=== Begin Enclosure ===

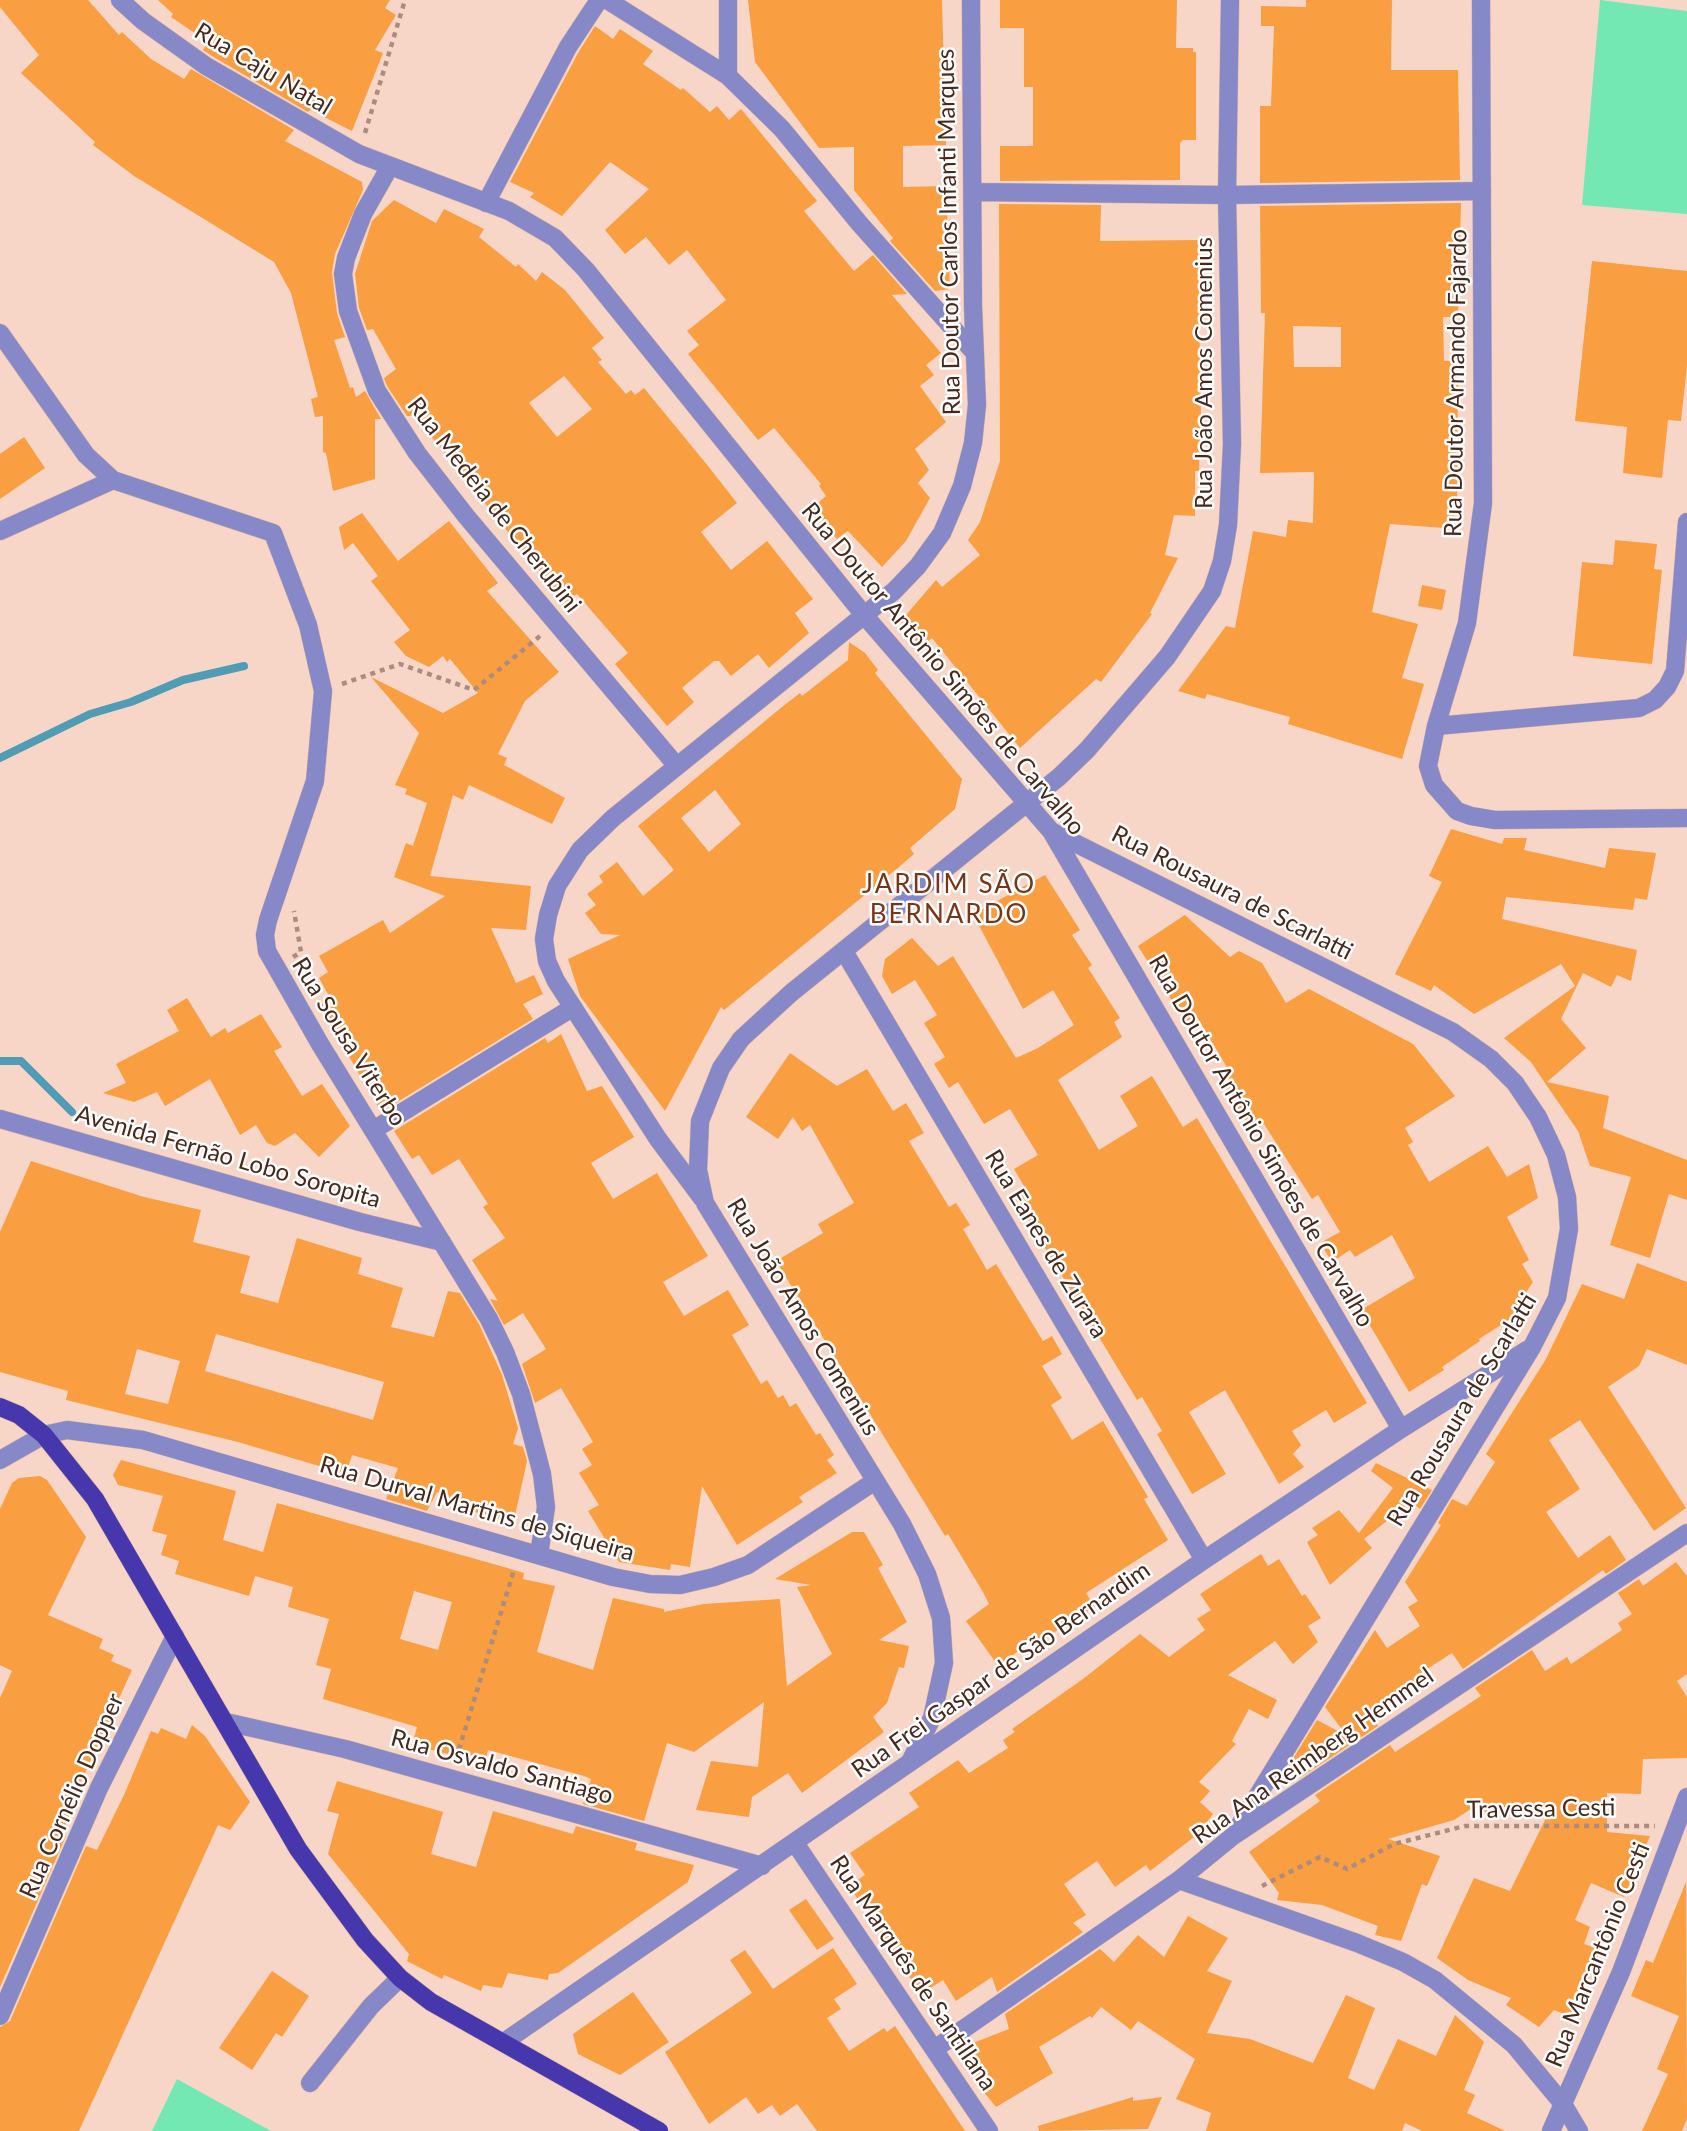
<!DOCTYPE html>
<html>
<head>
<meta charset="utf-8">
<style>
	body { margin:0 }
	canvas { display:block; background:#f7d5c7 }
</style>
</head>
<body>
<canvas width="1687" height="2131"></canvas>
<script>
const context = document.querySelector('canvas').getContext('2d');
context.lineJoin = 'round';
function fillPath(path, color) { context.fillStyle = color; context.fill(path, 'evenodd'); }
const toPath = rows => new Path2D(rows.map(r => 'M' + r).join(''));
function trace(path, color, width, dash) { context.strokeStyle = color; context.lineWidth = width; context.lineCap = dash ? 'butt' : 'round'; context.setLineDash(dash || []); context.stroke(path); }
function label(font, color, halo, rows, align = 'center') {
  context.font = font + ' Lato,sans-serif'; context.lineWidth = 5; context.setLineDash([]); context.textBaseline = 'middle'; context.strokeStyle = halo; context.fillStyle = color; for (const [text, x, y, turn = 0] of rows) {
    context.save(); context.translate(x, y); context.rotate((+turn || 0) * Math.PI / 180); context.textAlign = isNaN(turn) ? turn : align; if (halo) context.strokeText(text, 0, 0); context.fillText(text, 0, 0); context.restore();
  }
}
fillPath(toPath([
	[1600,0,1687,11,1687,214,1582,205],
	[177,2079,271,2131,152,2131]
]), '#74e8b3');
trace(toPath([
	[0,758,90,714,131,702,183,680,244,666],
	[0,1061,21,1061,72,1112]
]), '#509cb4', 8);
fillPath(toPath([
	[0,0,88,0,119,35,122,32,151,59,184,79,191,69,294,130,285,141,362,182,363,190,335,254,332,272,337,313,345,337,334,340,350,388,353,387,356,397,365,391,381,419,375,419,375,479,333,491,326,453,323,452,323,416,315,417,311,399,318,397,291,293,274,262,134,176,93,145,95,142,21,73,39,55,0,7],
	[158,0,390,0,385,8,396,15,375,50,383,53,352,131,310,110,308,112,212,56,203,50,208,42,171,17,173,14],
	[748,0,942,0,946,145,903,146,903,187,946,186,950,289,935,291,890,241,893,238,854,190,854,147,819,148,755,62],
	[1000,0,1177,0,1176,48,1193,48,1193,52,1196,52,1196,140,1183,140,1180,143,1180,180,1000,181,1000,146,1033,146,1033,87,1024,87,1024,28,1000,28],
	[1306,0,1392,0,1391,70,1458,70,1460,180,1260,183,1260,106,1271,106,1274,26,1261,26,1261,6,1306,7],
	[595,26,613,39,620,29,653,51,643,64,681,90,683,88,710,112,717,106,729,120,741,109,817,201,804,211,854,271,873,255,907,294,892,295,941,353,926,365,934,375,920,386,946,422,915,449,929,470,918,483,930,498,906,541,882,567,848,531,837,539,812,508,826,496,819,486,821,484,774,428,758,440,688,354,699,345,687,331,726,300,687,250,669,265,646,237,625,254,605,230,649,189,610,162,562,216,530,197,534,193,510,182,578,53],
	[394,200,436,223,444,209,484,229,479,237,516,267,518,264,536,281,542,272,565,290,604,338,592,348,602,360,598,362,626,394,631,390,635,395,644,388,708,466,737,503,701,532,731,570,767,541,813,599,795,613,809,633,769,668,758,654,731,676,719,661,714,661,682,688,694,702,667,726,615,664,628,653,577,594,565,603,415,416,407,416,387,386,384,378,396,369,373,329,367,330,359,308,355,274,372,221],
	[564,376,592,409,557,437,529,403],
	[1461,203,1458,317,1443,317,1444,361,1458,361,1457,529,1390,524,1372,612,1418,624,1402,678,1424,684,1402,759,1288,724,1290,717,1207,694,1205,699,1178,691,1226,626,1235,628,1253,531,1286,537,1288,520,1313,523,1314,472,1260,473,1265,313,1261,313,1260,206],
	[1293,326,1341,327,1341,367,1294,367],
	[999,204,1101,205,1100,241,1198,240,1201,418,1199,471,1195,471,1195,516,1174,515,1165,555,1178,558,1150,613,1152,614,1101,682,1096,679,1020,748,932,638,921,647,900,622,936,580,942,587,980,555,968,540,980,522,1000,461],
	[1592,261,1687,271,1687,366,1681,421,1668,420,1662,478,1623,473,1627,427,1575,421],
	[24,437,45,468,0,499,0,454],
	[362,513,398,561,449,521,498,583,487,591,559,672,525,701,498,754,507,758,504,765,565,798,552,824,469,785,463,800,453,795,430,876,531,886,526,930,491,928,516,983,534,975,543,994,523,1004,533,1019,381,1112,318,1003,329,996,319,978,328,972,319,956,383,920,390,933,445,896,394,877,406,843,413,846,427,803,405,794,407,789,395,785,419,733,371,677,443,713,478,693,450,659,447,662,443,656,429,667,406,656,394,642,410,630,371,581,378,576,353,543,344,550,339,527],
	[1615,540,1657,544,1654,569,1662,570,1652,664,1573,656,1582,562,1613,565],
	[1422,585,1446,590,1442,610,1418,606],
	[849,642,865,653,878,670,875,673,962,779,955,809,910,848,914,854,899,867,724,1010,721,1007,665,1111,580,996,568,959,620,935,601,934,585,913,596,905,587,894,603,882,599,876,617,862,643,896,674,870,638,826,782,707,800,693,802,696,848,660],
	[715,790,741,824,709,852,681,818],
	[1451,829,1502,844,1504,838,1527,838,1524,850,1605,868,1609,848,1656,853,1647,900,1635,898,1633,910,1506,897,1502,919,1637,950,1631,981,1617,975,1611,987,1583,973,1561,1019,1586,1048,1547,1082,1609,1096,1603,1128,1687,1160,1687,1200,1669,1194,1650,1258,1610,1245,1631,1177,1590,1166,1578,1131,1545,1083,1531,1062,1504,1038,1575,986,1561,964,1474,1014,1434,985,1431,991,1395,974,1442,882,1429,876],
	[1045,875,1080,930,1072,935,1092,965,1088,968,1120,1018,1114,1022,1122,1037,1058,1080,1099,1150,1138,1126,1120,1096,1152,1076,1183,1127,1197,1118,1367,1403,1334,1423,1326,1410,1292,1431,1301,1445,1293,1454,1304,1467,1279,1484,1225,1390,1189,1412,1226,1474,1192,1494,1157,1434,1162,1431,1142,1397,1137,1400,1015,1198,1027,1191,1014,1169,1038,1155,1010,1109,984,1124,958,1082,949,1088,934,1064,945,1057,924,1023,937,1015,915,980,892,994,882,976,885,959,912,938,938,966,953,956,1016,1058,1038,1048,1074,1025,1053,990,1023,1009,973,914],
	[1185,915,1230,957,1239,951,1262,963,1286,1003,1309,989,1413,1044,1455,1096,1405,1128,1413,1142,1408,1145,1429,1182,1488,1146,1507,1177,1529,1164,1538,1198,1507,1217,1529,1260,1522,1264,1533,1282,1515,1309,1518,1314,1479,1339,1480,1341,1442,1367,1444,1370,1409,1392,1361,1310,1415,1278,1392,1235,1355,1257,1350,1250,1332,1262,1320,1243,1340,1232,1318,1195,1312,1199,1264,1124,1252,1131,1217,1075,1228,1069,1197,1017,1186,1023,1138,946],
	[187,998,211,1037,225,1028,228,1033,261,1014,282,1047,274,1051,302,1096,322,1084,350,1126,319,1157,295,1133,275,1146,267,1143,256,1125,240,1135,210,1079,165,1106,157,1092,134,1102,103,1093,126,1083,116,1064,179,1031,167,1010],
	[561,1034,587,1091,602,1086,634,1137,591,1163,613,1199,657,1173,708,1256,663,1282,684,1316,728,1290,749,1325,732,1335,761,1384,767,1380,778,1398,783,1395,790,1407,796,1403,816,1435,820,1433,834,1455,827,1460,837,1473,799,1497,803,1502,737,1545,702,1486,690,1567,671,1564,670,1570,619,1562,588,1511,599,1505,579,1473,592,1465,582,1449,593,1442,561,1388,535,1403,522,1364,546,1349,523,1313,504,1325,490,1299,498,1301,472,1260,505,1238,483,1207,488,1204,459,1159,432,1175,419,1155,412,1159,394,1131,545,1038,548,1043],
	[790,1053,837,1086,867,1069,893,1111,906,1103,924,1133,909,1141,949,1207,956,1203,970,1225,963,1229,987,1270,996,1264,1043,1341,1052,1336,1062,1354,1042,1366,1062,1398,1051,1405,1072,1440,1103,1421,1148,1497,1144,1499,1168,1540,1086,1593,1095,1607,1037,1643,1034,1638,1001,1665,998,1661,996,1663,966,1621,989,1604,983,1592,948,1534,945,1536,776,1261,823,1233,818,1224,854,1203,810,1125,802,1131,793,1117,778,1139,746,1117],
	[31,1161,144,1197,201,1210,193,1242,250,1256,240,1293,278,1303,297,1238,362,1258,358,1274,403,1288,391,1327,434,1337,448,1291,460,1293,479,1324,502,1375,518,1428,513,1444,523,1447,527,1461,514,1520,487,1518,437,1492,427,1511,386,1499,398,1468,352,1455,346,1474,238,1442,66,1400,68,1391,0,1372,0,1232],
	[216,1334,384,1382,373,1420,205,1371],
	[137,1349,180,1361,168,1404,125,1394],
	[1637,1263,1687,1282,1687,1365,1647,1349,1639,1366,1608,1387,1686,1508,1654,1531,1580,1420,1549,1440,1580,1489,1546,1512,1578,1558,1610,1535,1626,1560,1606,1574,1603,1570,1463,1669,1452,1653,1418,1675,1424,1684,1372,1716,1378,1726,1300,1778,1289,1765,1317,1720,1347,1736,1325,1707,1375,1630,1387,1648,1420,1626,1408,1607,1418,1601,1405,1582,1441,1525,1438,1523,1452,1499,1467,1506,1495,1462,1486,1454,1546,1359,1582,1284,1624,1299],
	[121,1460,236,1491,223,1540,263,1552,277,1503,504,1567,524,1573,523,1579,555,1586,537,1652,593,1670,613,1598,664,1609,664,1612,704,1604,780,1599,787,1686,832,1654,797,1587,811,1585,775,1579,852,1532,864,1532,883,1565,878,1568,907,1622,879,1640,909,1646,904,1668,899,1667,887,1703,873,1717,884,1732,802,1793,788,1773,752,1797,749,1817,696,1810,711,1761,758,1767,764,1702,694,1752,667,1743,644,1821,583,1804,591,1779,584,1776,488,1750,485,1763,412,1745,417,1727,323,1699,331,1669,316,1665,329,1619,288,1607,293,1587,255,1576,249,1596,175,1574,179,1561,161,1555,167,1535,152,1531,163,1496,118,1485,113,1475],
	[414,1591,452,1602,438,1650,400,1639],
	[1376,1463,1432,1490,1420,1509,1411,1502,1364,1539,1372,1548,1330,1585,1307,1542,1318,1535,1312,1528,1339,1510,1359,1533,1393,1488,1371,1471],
	[40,1476,47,1480,86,1537,48,1615,103,1639,99,1648,114,1655,111,1661,132,1670,75,1795,78,1797,61,1834,66,1836,0,1987,0,1698,12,1671,0,1665,0,1509,12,1483,19,1478],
	[1261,1554,1268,1566,1279,1559,1302,1596,1305,1594,1321,1618,1308,1626,1318,1642,1293,1664,1275,1641,1228,1675,1277,1700,1268,1719,1249,1709,1232,1741,1236,1744,1199,1782,1210,1791,1200,1802,1213,1814,1198,1834,1150,1871,1146,1865,1115,1887,1097,1861,1064,1884,1086,1915,1073,1923,1083,1932,997,1992,992,1977,956,2001,943,1980,921,1994,849,1886,865,1875,850,1853,919,1807,909,1793,958,1760,969,1773,1008,1748,1003,1740,1015,1732,1012,1729,1083,1679,1140,1634,1169,1657,1205,1630,1197,1619,1211,1610,1200,1594],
	[1676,1562,1687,1576,1687,1674,1677,1681,1687,1697,1687,1758,1643,1759,1641,1794,1607,1793,1607,1832,1650,1836,1624,1897,1591,1883,1575,1920,1590,1927,1584,1944,1601,1950,1572,2017,1554,2010,1539,2027,1506,2005,1511,1998,1468,1980,1437,1958,1474,1878,1510,1891,1548,1814,1482,1812,1477,1805,1454,1820,1388,1839,1440,1856,1427,1886,1422,1884,1401,1941,1375,1935,1378,1926,1322,1905,1277,1900,1279,1893,1249,1852,1320,1801,1315,1795,1390,1745,1395,1752,1481,1696,1475,1688,1532,1650,1545,1671,1567,1657,1571,1664,1622,1630,1618,1623,1632,1614,1618,1593,1639,1579,1643,1586],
	[192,1725,205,1736,250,1802,230,1830,218,1825,79,2131,0,2131,0,2027,10,2021,86,1846,97,1850,124,1795,151,1731,158,1734,161,1728,186,1739],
	[337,1781,443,1812,431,1854,476,1867,493,1811,573,1834,576,1826,637,1843,635,1850,694,1865,688,1882,558,1973,549,1974,548,1980,508,1973,502,1988,483,1985,481,1991,444,1975,442,1979,407,1961,409,1954,328,1854,339,1814,327,1811],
	[1686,1882,1687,2119,1682,2131,1642,2131,1668,2074,1657,2069,1679,2016,1631,1996,1646,1960,1653,1963],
	[806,1899,834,1939,817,1950,789,1910],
	[1188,1916,1228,1938,1207,1971,1232,1981,1207,2033,1250,2039,1313,2063,1346,1995,1375,2008,1348,2078,1374,2090,1398,2039,1436,2056,1455,2015,1484,2042,1464,2090,1475,2095,1467,2113,1505,2131,1422,2131,1405,2123,1402,2131,1206,2131,1211,2113,1176,2099,1195,2059,1138,2021,1131,2030,1101,2007,1092,2018,1090,2016,1039,2047,1053,2073,996,2107,978,2085,968,2045,1009,2029,1005,2014,1100,1949,1114,1962,1138,1935,1164,1957],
	[833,1948,857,1984,834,1999,841,2009,827,2018,849,2051,884,2028,887,2032,895,2026,965,2131,817,2131,797,2104,780,2116,772,2105,758,2114,746,2097,709,2124,665,2052,752,1993,730,1960,745,1950,773,1989],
	[272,1971,309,1996,282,2037,276,2033,252,2070,219,2048],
	[633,1992,669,2042,620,2075,578,2054,573,2034],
	[1133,2097,1133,2101,1162,2097,1148,2129,1039,2131,1038,2126]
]), '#fa9e42');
const minor = toPath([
	[120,0,143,21,206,66,359,154,509,211,555,238,586,270,864,615,1051,831,1401,1429],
	[607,0,728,76,782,129,859,223,974,352],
	[1481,0,1483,503,1467,623,1436,726,1428,766,1434,785,1457,811,1471,816,1495,820,1687,818],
	[728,76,728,0],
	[389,168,363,214,346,258,343,274,348,311,377,391,417,453,466,516,676,765],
	[974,192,1227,195,1482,191],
	[486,203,568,47,599,0],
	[0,333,86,455,113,480,273,533,308,625,323,691,315,781,268,920,265,935,267,951,320,1044,489,1319,505,1352,521,1394,542,1474,546,1507,539,1555],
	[0,531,113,480],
	[1436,726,1639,708,1655,700,1667,687,1675,671,1687,522],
	[1051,831,1453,1032,1491,1059,1515,1083,1538,1117,1556,1155,1567,1197,1569,1229,1557,1298,1532,1347,1233,1836],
	[845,953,1204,1560],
	[0,1119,360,1222,442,1242],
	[375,1129,572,1008],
	[702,1198,658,1139,556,981,547,961,544,939,548,915,557,886,580,850,613,818,894,591,918,566,942,533,962,486,973,443,977,405,973,306,971,0],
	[0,1460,44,1435,67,1430,143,1440,613,1577,650,1584,680,1585,714,1577,748,1565,875,1481],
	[226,1722,345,1749,762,1866],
	[911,1760,932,1718,944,1663,941,1618,927,1574,902,1524,705,1203,698,1170,700,1121,721,1068,741,1039,791,993,1059,777,1087,750,1167,657,1212,591,1222,561,1228,525,1232,444,1227,195,1230,0],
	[795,1843,989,2131],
	[1179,1880,1357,1943,1403,1962,1435,1980,1514,2045,1563,2104,1579,2131],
	[0,2016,99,1788,175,1636],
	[504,2042,1204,1560,1401,1429,1527,1350],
	[936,2048,1179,1880,1233,1836,1687,1533],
	[310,2083,371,2006,400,1978],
	[1551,2131,1621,1972,1687,1797]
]);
const major = toPath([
	[0,1407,19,1415,44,1435,95,1499,298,1849,365,1940,400,1978,431,2002,659,2131]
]);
trace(minor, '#d4b2a5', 19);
trace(major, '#d4b2a5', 19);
trace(toPath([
	[365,133,405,0],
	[342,684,400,664,474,690,540,636],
	[293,957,301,952,294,911],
	[456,1759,514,1570],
	[1262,1886,1320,1857,1347,1869,1394,1844,1465,1826,1655,1826]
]), '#ad8b7e', 4.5, [5, 5]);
trace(minor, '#8688c8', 18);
trace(major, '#4737ad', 18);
label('24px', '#49281c', '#fefefe', [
	["Rua Caju Natal",263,69,31],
	["Rua Doutor Carlos Infanti Marques",949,232,-91],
	["Rua João Amos Comenius",1204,373,-90],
	["Rua Doutor Armando Fajardo",1456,383,-89],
	["Rua Medeia de Cherubini",494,505,52],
	["Rua Doutor Antônio Simões de Carvalho",943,669,50],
	["Rua Rousaura de Scarlatti",1232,893,27],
	["Rua Sousa Viterbo",349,1042,58],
	["Rua Doutor Antônio Simões de Carvalho",1261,1141,60],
	["Avenida Fernão Lobo Soropita",228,1157,16],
	["Rua Eanes de Zurara",1046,1244,59],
	["Rua João Amos Comenius",803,1317,59],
	["Rua Rousaura de Scarlatti",1462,1410,-59],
	["Rua Durval Martins de Siqueira",477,1509,16],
	["Rua Frei Gaspar de São Bernardim",1001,1670,-35],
	["Rua Ana Reimberg Hemmel",1313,1756,-35],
	["Rua Osvaldo Santiago",502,1767,15],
	["Rua Cornélio Dopper",72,1796,-66],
	["Travessa Cesti",1541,1809,-1],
	["Rua Marcantônio Cesti",1598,1955,-68],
	["Rua Marquês de Santillana",913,1973,56]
]);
context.letterSpacing = '2px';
label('26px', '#7a3416', '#fefefe', [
	["JARDIM SÃO",949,885],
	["BERNARDO",949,915]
]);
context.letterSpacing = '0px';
</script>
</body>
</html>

=== End Enclosure ===

* PROBLEM REQUIREMENTS
From the material above, retype precisely the lines between the line holding "function label(font, color, halo, rows, align" and the line holding "[177,2079,271,2131,152,2131]", inclusive, and nothing beyond them.

* TASK RESULT
function label(font, color, halo, rows, align = 'center') {
  context.font = font + ' Lato,sans-serif'; context.lineWidth = 5; context.setLineDash([]); context.textBaseline = 'middle'; context.strokeStyle = halo; context.fillStyle = color; for (const [text, x, y, turn = 0] of rows) {
    context.save(); context.translate(x, y); context.rotate((+turn || 0) * Math.PI / 180); context.textAlign = isNaN(turn) ? turn : align; if (halo) context.strokeText(text, 0, 0); context.fillText(text, 0, 0); context.restore();
  }
}
fillPath(toPath([
	[1600,0,1687,11,1687,214,1582,205],
	[177,2079,271,2131,152,2131]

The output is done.